Source records:

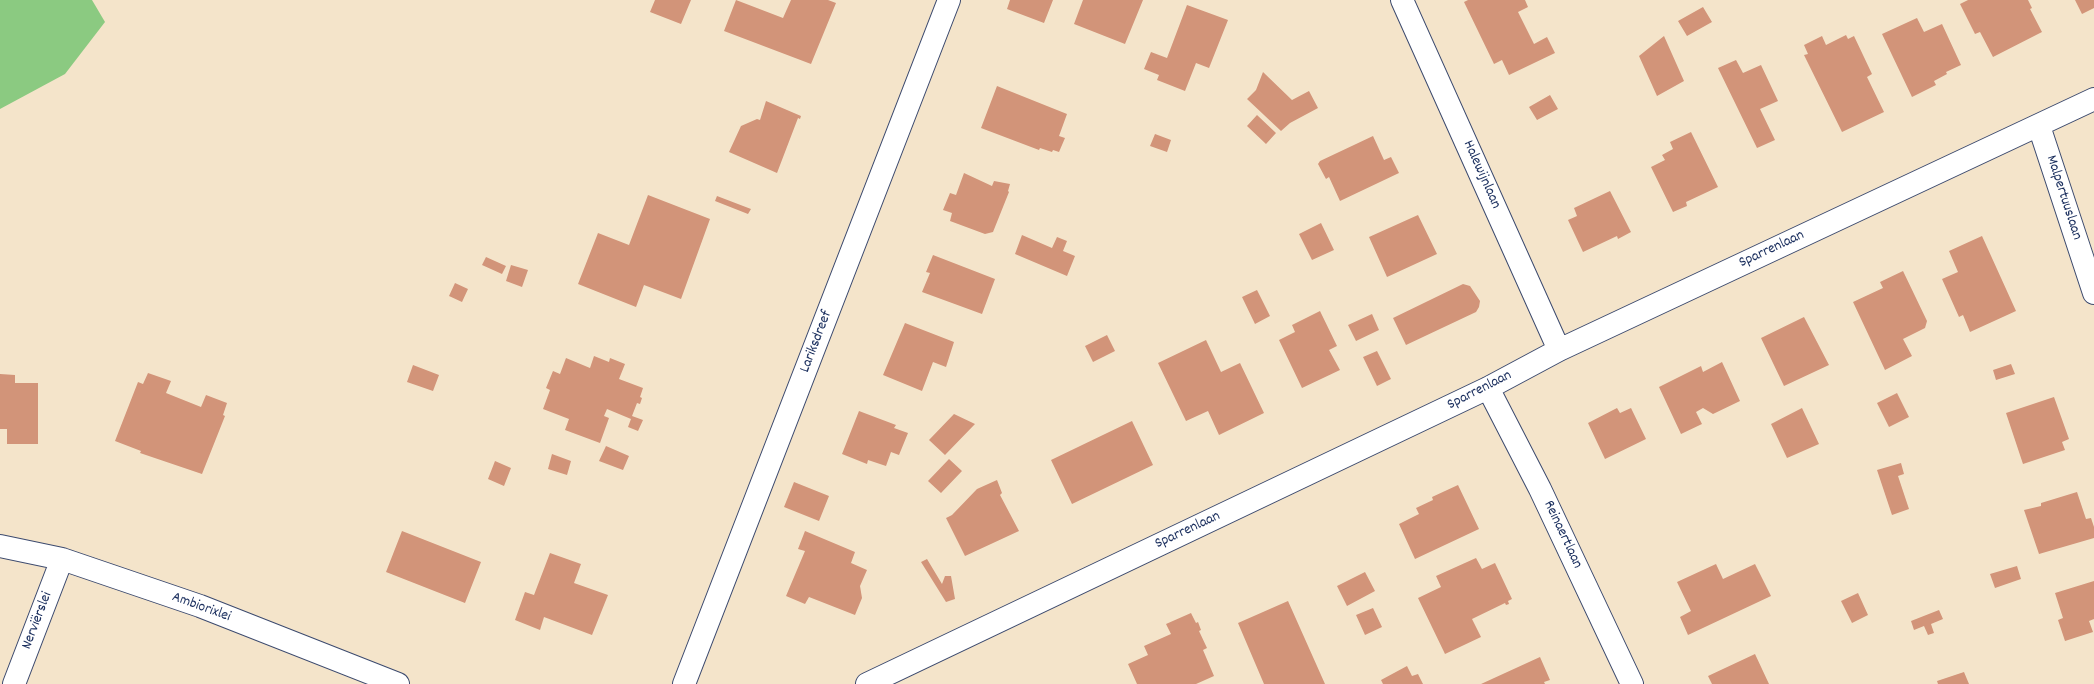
<!DOCTYPE html>
<html>
<head>
<meta charset="utf-8">
<style>
  body { margin:0 }
  canvas { display:block; background:#f4e4ca }
</style>
</head>
<body>
<canvas width="2094" height="684"></canvas>
<script>
const context = document.querySelector('canvas').getContext('2d');
context.lineJoin = 'round';
function fillPath(path, color) {
  context.fillStyle = color;
  context.fill(path, 'evenodd');
}
function stroke(path, color, width, dash) {
  context.strokeStyle = color;
  context.lineWidth = width;
  context.lineCap = dash ? 'butt' : 'round';
  context.setLineDash(dash || []);
  context.stroke(path);
}
function write(font, color, halo, rows, align = 'center') {
  context.font = font + ' Dekko,sans-serif';
  context.lineWidth = 3.5;
  context.setLineDash([]);
  context.textBaseline = 'middle';
  context.strokeStyle = halo;
  context.fillStyle = color;
  for (const [text, x, y, turn = 0] of rows) {
    context.save();
    context.translate(x, y);
    context.rotate((+turn || 0) * Math.PI / 180);
    context.textAlign = isNaN(turn) ? turn : align;
    if (halo) context.strokeText(text, 0, 0);
    context.fillText(text, 0, 0);
    context.restore();
  }
}
const green = new Path2D(`
  M0 0H92L105 22 65 74 0 109Z`);
const building = new Path2D(`
  M655 0H691L681 24 650 12Z
  M736 0 783 18 791 0H828L836 3 811 64 724 31Z
  M1010 0H1053L1044 23 1007 9Z
  M1083 0H1143L1125 44 1074 24Z
  M1468 0H1525L1528 7 1518 12 1534 44 1547 37 1555 53 1509 75 1502 60 1494 64 1464 2Z
  M1968 0H2028L2032 8 2030 9 2042 32 1993 57 1980 32 1975 34 1960 4Z
  M2075 0H2094V8L2082 14Z
  M1187 5 1228 20 1209 68 1196 63 1185 91 1157 80 1159 75 1144 69 1151 52 1167 58Z
  M1703 7 1712 22 1687 36 1678 21Z
  M1917 18 1924 32 1942 24 1961 65 1946 72 1947 74 1934 81 1936 85 1912 97 1882 34Z
  M1846 35 1848 39 1854 36 1872 74 1867 77 1884 112 1842 132 1804 55 1808 54 1804 45 1822 36 1826 45Z
  M1664 36 1684 81 1657 96 1639 56Z
  M1736 60 1743 73 1761 65 1778 101 1760 109 1775 140 1757 148 1718 68Z
  M1263 72 1292 100 1309 91 1318 108 1290 123 1281 131 1247 99 1256 90Z
  M997 86 1067 114 1059 136 1065 138 1059 152 1053 150 1052 152 1040 148 1039 150 981 128Z
  M1550 95 1558 109 1537 120 1529 107Z
  M766 101 801 116 800 119 798 118 777 173 729 152 741 126 757 119 760 120Z
  M1257 115 1276 133 1266 144 1247 126Z
  M1691 132 1718 187 1686 202 1687 206 1673 212 1651 167 1665 160 1662 155 1673 149 1670 142Z
  M1155 134 1171 140 1167 152 1150 146Z
  M1373 136 1384 160 1391 157 1399 173 1340 201 1329 177 1326 179 1318 164 1320 161Z
  M964 173 992 186 994 181 1010 184 1008 191 1009 192 993 232 985 234 950 221 952 213 943 210 950 193 956 195Z
  M1610 191 1631 232 1618 239 1617 236 1583 252 1568 220 1577 216 1574 208Z
  M648 195 710 219 681 299 644 285 636 307 578 284 598 233 629 245Z
  M717 196 751 209 748 214 715 201Z
  M1418 215 1437 254 1387 277 1369 237Z
  M1321 223 1334 250 1312 260 1299 234Z
  M1022 235 1052 248 1057 237 1067 241 1063 251 1075 256 1067 276 1015 254Z
  M1982 236 2016 311 1970 332 1963 315 1959 317 1942 279 1958 272 1949 251Z
  M933 255 995 279 982 314 922 292 930 273 926 272Z
  M486 257 506 266 502 274 482 265Z
  M511 265 528 270 522 287 506 281Z
  M1903 271 1927 321 1925 328 1903 339 1912 356 1885 370 1853 302 1883 288 1880 282Z
  M455 283 468 289 462 302 449 296Z
  M1463 284 1470 286 1480 301 1479 307 1476 312 1406 345 1393 318Z
  M1257 290 1270 316 1255 324 1242 297Z
  M1320 311 1337 346 1329 350 1340 370 1302 388 1279 340 1295 332 1292 325Z
  M1372 314 1379 330 1356 341 1348 325Z
  M1804 317 1829 365 1784 386 1761 338Z
  M905 323 954 342 946 367 933 362 922 391 883 375Z
  M1107 335 1115 351 1093 362 1085 346Z
  M1206 340 1221 372 1240 363 1264 413 1219 435 1208 411 1186 421 1158 363Z
  M1377 351 1391 379 1377 386 1363 357Z
  M594 356 609 362 610 358 625 364 619 379 643 388 640 397 642 398 640 404 637 403 632 416 643 420 638 431 628 427 631 419 607 409 604 416 609 418 600 443 565 430 569 419 543 409 550 390 546 388 553 371 560 374 566 358 590 368Z
  M1722 362 1740 401 1713 414 1703 408 1696 412 1702 424 1681 434 1659 387 1701 366 1703 372Z
  M2011 364 2015 374 1996 380 1993 370Z
  M413 365 439 375 433 391 407 382Z
  M148 373 171 381 166 393 201 407 206 395 227 403 223 415 225 416 202 474 140 453 141 451 115 441 138 382 143 384Z
  M0 374 15 375V383H38V444H7V429H0Z
  M1897 393 1909 417 1889 427 1877 403Z
  M2054 397 2069 439 2062 442 2065 450 2023 464 2006 413Z
  M1617 408 1620 413 1631 408 1646 439 1605 459 1588 423Z
  M1802 408 1819 444 1787 458 1771 424Z
  M859 411 896 425 894 428 908 433 899 455 891 452 886 466 868 460 867 464 842 454Z
  M954 414 975 424 945 455 929 440Z
  M1132 421 1153 465 1072 504 1051 460Z
  M606 446 629 456 623 470 599 461Z
  M552 454 571 461 567 475 548 469Z
  M949 459 962 471 941 493 928 481Z
  M495 461 511 468 504 486 488 479Z
  M1901 463 1904 474 1898 476 1909 509 1892 515 1877 470Z
  M997 480 1002 493 1000 495 1019 531 965 556 946 518 952 515 977 489Z
  M794 482 829 496 819 521 784 507Z
  M1458 485 1479 529 1415 559 1399 524 1419 514 1416 508 1433 500 1432 497Z
  M2077 492 2086 519 2091 518 2094 527V538L2039 554 2024 510 2041 506V503Z
  M402 531 481 562 465 603 386 572Z
  M805 531 855 552 851 563 867 570 860 586 862 598 855 615 809 597 805 604 786 596 805 551 798 549Z
  M550 553 581 564 574 583 608 595 592 635 544 617 540 630 515 620 525 592 534 595Z
  M1476 558 1482 569 1495 563 1512 599 1508 601 1509 604 1506 605 1505 603 1472 619 1481 637 1445 654 1418 598 1441 587 1436 576Z
  M927 559 942 584 945 576H951L955 599 946 602 921 562Z
  M1716 564 1723 579 1755 564 1771 596 1688 635 1680 617 1691 611 1677 582Z
  M2017 566 2021 579 1995 588 1990 574Z
  M1365 572 1375 591 1347 606 1337 586Z
  M2094 581V619L2089 621 2093 632 2065 641 2058 620 2063 618 2055 593Z
  M1858 593 1868 615 1852 623 1841 601Z
  M1288 601 1325 684H1264L1238 623Z
  M1373 608 1382 627 1365 635 1356 615Z
  M1939 610 1943 619 1931 624 1934 633 1928 635 1924 626 1914 630 1911 621Z
  M1191 613 1196 623 1198 622 1201 630 1199 631 1207 648 1203 650 1214 676 1196 684H1137L1128 664 1148 655 1144 646 1171 634 1166 624Z
  M1755 654 1769 684H1712L1708 676Z
  M1540 657 1550 680 1544 682 1545 684H1481Z
  M1407 666 1412 676 1418 674 1423 684H1383L1381 680Z
  M1964 672 1969 684H1938L1937 681Z`);
const street = new Path2D(`
  M1402 0 1559 350
  M2039 126 2094 293
  M1488 388 1540 489 1632 684
  M0 546 62 559 200 606 398 684
  M14 684 62 559
  M684 684 949 0
  M867 684 1488 388 1559 350 2094 99`);
const streetNames = [
  ["Halewijnlaan",1481,175,66],
  ["Malpertuuslaan",2063,198,72],
  ["Sparrenlaan",1772,250,-25],
  ["Lariksdreef",817,342,-69],
  ["Sparrenlaan",1480,391,-27],
  ["Sparrenlaan",1188,531,-25],
  ["Reinaertlaan",1562,535,65],
  ["Ambiorixlei",201,608,20],
  ["Nerviërslei",38,621,-69]
];
fillPath(green, '#8bca81');
fillPath(building, '#d29479');
stroke(street, '#3c4a6e', 24);
stroke(street, '#fff', 22);
write('15px', '#1b2f5e', '#fff', streetNames);
</script>
</body>
</html>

What to produce:
If a line of the records above includes the word "canvas", count it; state the final number with no other words.

Completed exercise:
3